Тут на меня обрушился страшный удар бананом[4]. Давно меня не пиздили, и я кайфанула с забытым уже мазохическим удивлением.
Слава богу, жизнь продолжается. Меня связали и бросили на четвертый барак мордой в сено, отчего я расчихалась, выстреливая соплями в сокамерников. Сокамерники вытерлись и стали подползать ко мне, гремя кандалами. Их было человека четыре, и все с грудными детьми, завернутыми в разноцветные лохмотья: Дрюнчик, Ленусик, Ольгунчик и Вован, неизвестно как обзаведшийся наконец желанной дочерью с приплюснутым носом. Все они были комиссарами Красной Армии. Вован и Дрюнчик были к тому же запакованы в гипс по самые уши. Они тут же наладили меня таскать за ними «утки» и менять детям памперсы, — ну, как обычно.
— Послушайте, товарищи, вы хотите жить? — спросила я.
— А что, у вас есть другие предложения?
— Так точно, ёканый бабарь! Кинемся на запретку — авось, кто и выдюжит.
— Зачем вы говорите это… господи… Это бесполезно… Я все подсчитал… После пятой рюмки настроение резко повышается и не хочется не только кидаться куда-то, но и вообще двигаться.
— Боже, как мне надоела эта Финляндия, — сказала я. — Я уже соскучилась по своему рваному дивану. Меня сковала дежавёвость этой жизни. Вот приходишь в горящую избушку в синей густоте, думаешь — вот какой красивый финский пейзаж! — а он такой же, как в Удельном, а внутри еще и полицаев напихано. Нет же ни в чем разницы. Ну есть Юг, но там стреляют. Напечешь бураков на печке, обзаведешься двойным подбородком, как Пресли, дыбанешь себе что-нибудь между ног — вот и все развлечения. Тоска ебучая!
Призывно гремели цепи.
Набивая рот хлебом, я занялась гимнастикой.
— Что ж ты — сначала жрать в три горла, а потом ногами махать… — усмехнулся Вован, намешивая дочери водки со снегом и соком во рту.
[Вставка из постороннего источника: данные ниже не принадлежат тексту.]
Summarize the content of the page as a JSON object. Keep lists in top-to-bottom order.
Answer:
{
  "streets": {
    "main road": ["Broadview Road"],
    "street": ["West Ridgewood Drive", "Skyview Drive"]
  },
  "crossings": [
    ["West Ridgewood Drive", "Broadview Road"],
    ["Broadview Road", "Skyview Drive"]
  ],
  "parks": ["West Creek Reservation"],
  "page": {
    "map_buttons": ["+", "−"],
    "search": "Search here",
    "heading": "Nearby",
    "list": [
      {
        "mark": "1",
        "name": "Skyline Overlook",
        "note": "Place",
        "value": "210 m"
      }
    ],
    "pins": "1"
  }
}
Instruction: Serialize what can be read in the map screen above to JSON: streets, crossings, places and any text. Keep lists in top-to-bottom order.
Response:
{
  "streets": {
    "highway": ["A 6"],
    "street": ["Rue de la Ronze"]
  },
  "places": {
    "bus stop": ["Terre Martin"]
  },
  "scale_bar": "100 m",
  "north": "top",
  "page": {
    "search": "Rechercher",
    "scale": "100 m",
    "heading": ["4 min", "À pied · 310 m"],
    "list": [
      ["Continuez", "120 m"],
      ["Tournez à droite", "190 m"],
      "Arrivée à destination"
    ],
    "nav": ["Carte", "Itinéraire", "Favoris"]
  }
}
Девочка заплакала хриплым басом.
— Это будет новая Эдит Пиаф, — умиленно сказал романтический Дрюнчик.
— Уж не знаю, какая она будет Пиаф, но блядь она будет знаменитая, — сказала я.
— Не суди всех по себе, — ответил Вован, перестав заикаться от злости и треснув меня гипсовой рукой по каске. Раздался оглушительный звон. Мне показалось, что в церкви началась служба.
— Так ить я который год в глухой завязке по причине деградации личности. Скажи, Денусь, мы в завязке с тобой?
— А то, — коротко отнеслась ко мне Ленуся, которая нудно обсуждала с Ольгунчиком рецепты борща.
— Ибо нельзя ебтись, если не найдешь в клиенте хоть крупицу положительного зерна. А если в нажоре в тебе доминирует агрессия — какая ж ебля тут!